Dataset entries:
══════════════════════════════

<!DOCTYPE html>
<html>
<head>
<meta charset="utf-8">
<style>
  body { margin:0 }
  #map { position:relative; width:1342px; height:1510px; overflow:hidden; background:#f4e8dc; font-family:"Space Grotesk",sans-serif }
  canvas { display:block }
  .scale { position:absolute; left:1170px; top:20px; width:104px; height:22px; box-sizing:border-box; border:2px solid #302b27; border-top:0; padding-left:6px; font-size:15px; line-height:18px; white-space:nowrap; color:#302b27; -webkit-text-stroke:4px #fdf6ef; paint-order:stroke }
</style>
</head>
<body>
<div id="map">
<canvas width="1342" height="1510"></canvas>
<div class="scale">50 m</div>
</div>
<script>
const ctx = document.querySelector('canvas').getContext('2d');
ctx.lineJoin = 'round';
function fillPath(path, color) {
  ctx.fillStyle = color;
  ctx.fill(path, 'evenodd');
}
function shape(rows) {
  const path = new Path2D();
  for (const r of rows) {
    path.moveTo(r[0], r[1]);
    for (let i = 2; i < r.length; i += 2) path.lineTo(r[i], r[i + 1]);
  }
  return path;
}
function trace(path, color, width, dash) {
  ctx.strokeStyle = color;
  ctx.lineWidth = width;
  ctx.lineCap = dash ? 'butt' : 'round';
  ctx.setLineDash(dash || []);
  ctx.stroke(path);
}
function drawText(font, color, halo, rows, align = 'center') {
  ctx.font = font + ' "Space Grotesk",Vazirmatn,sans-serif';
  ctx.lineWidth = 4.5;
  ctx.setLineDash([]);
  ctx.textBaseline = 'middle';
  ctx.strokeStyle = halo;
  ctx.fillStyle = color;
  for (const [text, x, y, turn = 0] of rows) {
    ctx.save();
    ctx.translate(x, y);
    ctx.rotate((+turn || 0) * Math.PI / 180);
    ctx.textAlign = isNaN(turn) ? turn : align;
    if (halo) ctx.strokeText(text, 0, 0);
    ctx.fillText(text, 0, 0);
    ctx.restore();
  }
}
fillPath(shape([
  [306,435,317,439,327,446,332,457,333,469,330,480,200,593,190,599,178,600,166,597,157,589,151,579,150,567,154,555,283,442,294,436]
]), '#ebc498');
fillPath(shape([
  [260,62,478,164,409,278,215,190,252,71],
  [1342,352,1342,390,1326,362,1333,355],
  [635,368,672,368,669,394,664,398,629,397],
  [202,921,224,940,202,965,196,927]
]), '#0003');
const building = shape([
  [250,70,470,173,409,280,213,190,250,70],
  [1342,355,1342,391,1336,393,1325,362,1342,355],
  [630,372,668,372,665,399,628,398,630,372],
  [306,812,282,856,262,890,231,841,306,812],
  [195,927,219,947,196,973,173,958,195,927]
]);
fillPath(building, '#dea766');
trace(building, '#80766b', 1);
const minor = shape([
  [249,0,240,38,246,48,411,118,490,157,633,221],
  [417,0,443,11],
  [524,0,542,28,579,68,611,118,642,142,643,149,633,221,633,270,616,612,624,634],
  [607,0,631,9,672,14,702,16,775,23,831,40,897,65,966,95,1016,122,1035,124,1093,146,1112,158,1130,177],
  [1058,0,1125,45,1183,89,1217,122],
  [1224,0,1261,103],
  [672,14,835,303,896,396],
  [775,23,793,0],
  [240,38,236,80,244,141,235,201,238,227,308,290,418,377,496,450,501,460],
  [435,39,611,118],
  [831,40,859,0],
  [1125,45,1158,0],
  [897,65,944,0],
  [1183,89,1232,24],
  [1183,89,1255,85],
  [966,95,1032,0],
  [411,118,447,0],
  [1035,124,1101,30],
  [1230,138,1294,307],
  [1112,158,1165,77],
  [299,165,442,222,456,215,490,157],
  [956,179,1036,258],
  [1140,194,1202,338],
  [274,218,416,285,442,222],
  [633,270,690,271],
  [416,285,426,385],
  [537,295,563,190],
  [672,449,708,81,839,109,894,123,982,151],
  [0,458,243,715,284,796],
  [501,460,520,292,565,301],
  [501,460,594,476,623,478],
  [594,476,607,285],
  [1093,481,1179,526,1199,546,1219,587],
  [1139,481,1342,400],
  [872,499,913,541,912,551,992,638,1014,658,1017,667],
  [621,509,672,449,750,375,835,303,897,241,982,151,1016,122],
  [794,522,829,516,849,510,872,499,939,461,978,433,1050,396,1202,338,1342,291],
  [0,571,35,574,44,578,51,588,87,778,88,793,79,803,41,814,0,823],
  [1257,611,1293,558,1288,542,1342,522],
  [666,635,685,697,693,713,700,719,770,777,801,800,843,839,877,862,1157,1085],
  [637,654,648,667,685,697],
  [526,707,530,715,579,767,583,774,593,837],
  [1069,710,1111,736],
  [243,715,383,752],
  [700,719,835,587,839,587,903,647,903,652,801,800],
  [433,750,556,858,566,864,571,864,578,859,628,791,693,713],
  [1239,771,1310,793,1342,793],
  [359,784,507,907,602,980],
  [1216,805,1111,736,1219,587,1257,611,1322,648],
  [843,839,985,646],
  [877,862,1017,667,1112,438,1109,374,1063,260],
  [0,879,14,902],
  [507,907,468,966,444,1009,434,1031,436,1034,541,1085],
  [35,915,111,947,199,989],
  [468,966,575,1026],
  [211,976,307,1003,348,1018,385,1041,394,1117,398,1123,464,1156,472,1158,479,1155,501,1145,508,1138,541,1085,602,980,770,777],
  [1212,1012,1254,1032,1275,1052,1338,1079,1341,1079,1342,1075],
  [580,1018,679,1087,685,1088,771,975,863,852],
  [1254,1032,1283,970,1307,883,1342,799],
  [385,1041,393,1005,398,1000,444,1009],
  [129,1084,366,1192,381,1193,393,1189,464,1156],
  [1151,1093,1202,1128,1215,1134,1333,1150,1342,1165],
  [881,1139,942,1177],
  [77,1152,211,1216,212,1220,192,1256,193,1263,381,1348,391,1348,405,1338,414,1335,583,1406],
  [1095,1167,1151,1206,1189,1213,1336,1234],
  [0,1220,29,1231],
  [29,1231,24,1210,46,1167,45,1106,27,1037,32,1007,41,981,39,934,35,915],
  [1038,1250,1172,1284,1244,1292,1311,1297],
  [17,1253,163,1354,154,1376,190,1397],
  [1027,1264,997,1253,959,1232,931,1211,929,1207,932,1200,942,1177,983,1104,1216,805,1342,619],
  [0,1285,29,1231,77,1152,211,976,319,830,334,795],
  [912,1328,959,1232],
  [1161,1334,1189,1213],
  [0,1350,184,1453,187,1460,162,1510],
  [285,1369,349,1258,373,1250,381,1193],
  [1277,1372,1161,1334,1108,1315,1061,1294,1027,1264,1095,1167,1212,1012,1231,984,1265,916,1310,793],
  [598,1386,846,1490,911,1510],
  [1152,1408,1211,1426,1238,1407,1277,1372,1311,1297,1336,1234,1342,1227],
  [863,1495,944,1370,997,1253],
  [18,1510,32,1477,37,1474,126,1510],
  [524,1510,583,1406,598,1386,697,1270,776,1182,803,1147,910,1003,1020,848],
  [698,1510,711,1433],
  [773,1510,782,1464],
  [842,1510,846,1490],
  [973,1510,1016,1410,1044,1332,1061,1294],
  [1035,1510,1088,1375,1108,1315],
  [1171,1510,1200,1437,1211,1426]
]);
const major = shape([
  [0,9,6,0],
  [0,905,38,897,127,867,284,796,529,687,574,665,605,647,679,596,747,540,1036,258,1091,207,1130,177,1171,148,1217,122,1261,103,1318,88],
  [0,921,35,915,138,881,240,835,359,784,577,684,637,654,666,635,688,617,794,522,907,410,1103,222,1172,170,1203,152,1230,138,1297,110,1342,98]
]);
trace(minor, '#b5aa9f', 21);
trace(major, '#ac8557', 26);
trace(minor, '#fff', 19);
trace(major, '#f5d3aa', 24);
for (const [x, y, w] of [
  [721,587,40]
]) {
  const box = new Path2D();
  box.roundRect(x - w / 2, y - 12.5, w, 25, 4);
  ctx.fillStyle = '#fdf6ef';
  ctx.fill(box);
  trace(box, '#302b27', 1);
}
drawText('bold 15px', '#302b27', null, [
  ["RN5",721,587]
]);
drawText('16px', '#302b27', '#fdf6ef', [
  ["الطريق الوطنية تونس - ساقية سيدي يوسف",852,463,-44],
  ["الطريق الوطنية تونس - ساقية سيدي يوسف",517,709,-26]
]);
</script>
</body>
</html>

══════════════════════════════

**Work item**. Return a copy of each line in the entries that contains "canvas".

**Exercise solution**.
  canvas { display:block }
<canvas width="1342" height="1510"></canvas>
const ctx = document.querySelector('canvas').getContext('2d');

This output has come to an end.